The basis on which the ethics advisers decide which interests need to be declared and which do not is even hazier. The current adviser had this to say on the matter: “To [publicly declare all interests] would represent an excessive degree of intrusion into the private affairs of ministers that would be unreasonable, particularly in respect of their family members. The list instead documents those interests, including of close family, which are, or may be perceived to be, directly relevant to a minister’s ministerial responsibilities”. It’s not helpful and doesn’t strike me as being particularly reasonable either. Assuming for a moment that the story which Sunak wants us to believe is true (whilst accepting that that proposition is at least open to question), and that he did declare the shareholding in the child care agency but the adviser told him that it did not need to be made public, on what basis did he decide that? He could not have known in advance, of course, that Sunak would announce a policy from which that agency (and therefore its shareholders) would benefit – but, by the same token, he could not have been certain in advance that Sunak would not do so either. And to ignore the specific and concentrate on the general: the same is true for all ministers in all governments. Unless you know in advance every decision which every minister in every government is going to take, you can never be certain that any specific financial interest will not gain a benefit from those decisions. It may be an “intrusion” into the private lives of ministers, but people who have chosen to put themselves in a position of taking decisions which impact on all of us should expect proper scrutiny as to whether the decisions they take are directly benefiting themselves or those close to them. And that is impossible to do without a full and public list being available.
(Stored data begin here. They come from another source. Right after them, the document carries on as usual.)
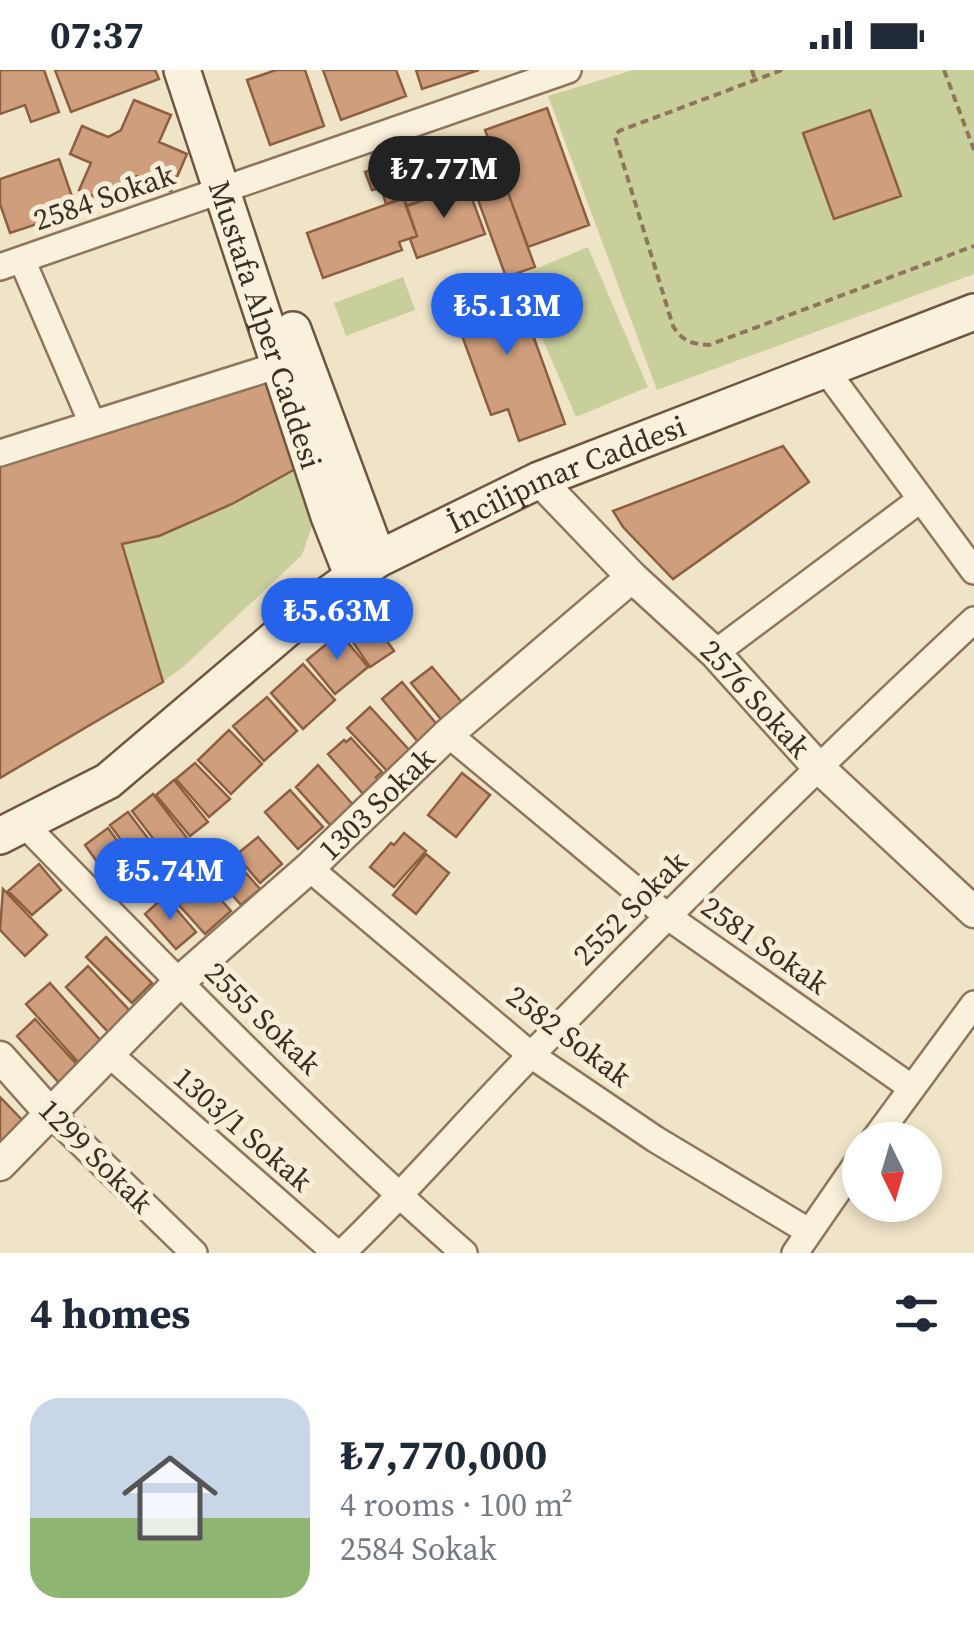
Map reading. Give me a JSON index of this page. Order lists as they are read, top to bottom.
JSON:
{
  "streets": {
    "main road": ["Mustafa Alper Caddesi", "İncilipınar Caddesi"],
    "street": [
      "2584 Sokak",
      "2576 Sokak",
      "1303 Sokak",
      "2552 Sokak",
      "2581 Sokak",
      "2555 Sokak",
      "2582 Sokak",
      "1303/1 Sokak",
      "1299 Sokak"
    ]
  },
  "crossings": [
    ["2584 Sokak", "Mustafa Alper Caddesi"],
    ["Mustafa Alper Caddesi", "İncilipınar Caddesi"],
    ["İncilipınar Caddesi", "2576 Sokak"],
    ["İncilipınar Caddesi", "2555 Sokak"],
    ["2576 Sokak", "1303 Sokak"],
    ["2576 Sokak", "2552 Sokak"],
    ["1303 Sokak", "2581 Sokak"],
    ["1303 Sokak", "2555 Sokak"],
    ["1303 Sokak", "2582 Sokak"],
    ["1303 Sokak", "1303/1 Sokak"],
    ["1303 Sokak", "1299 Sokak"],
    ["2552 Sokak", "2581 Sokak"],
    ["2552 Sokak", "2555 Sokak"],
    ["2552 Sokak", "2582 Sokak"],
    ["2552 Sokak", "1303/1 Sokak"]
  ],
  "north": "bottom",
  "page": {
    "status": "07:37",
    "price": [
      "₺7.77M",
      "₺5.13M",
      "₺5.63M",
      "₺5.74M"
    ],
    "heading": "4 homes",
    "list": [
      {
        "name": "₺7,770,000",
        "note": "4 rooms · 100 m² · 2584 Sokak"
      }
    ]
  }
}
It ties in with another story this week, about ministers being allowed to remain directors of companies after being appointed. It has long been accepted practice that anyone appointed as a minister should resign any directorships at the time of his or her appointment, but it isn’t a rule, and has been increasingly ignored since Boris Johnson became PM. The thread which binds these stories together is the fact that there are so few hard rules around how governments should behave; the English constitution, such as it is, depends on what historian Peter Hennessey called the “good chaps principle”, the idea that people in government are essentially honourable, honest, decent, and trustworthy. There is, though, no mechanism for ensuring that only “good chaps” get into positions of influence (the ascent of Boris Johnson demonstrating the point admirably) or of controlling those who don’t fit into that category once they get into positions of power. Depending on the fundamental honesty of those who govern us opens the UK up to corruption on the grand scale (see PPE acquisition, for example) with little redress. The system is badly broken, and probably irreparable as things stand. With a proper written constitution and clearer enforceable rules, we in Wales really could do better on our own.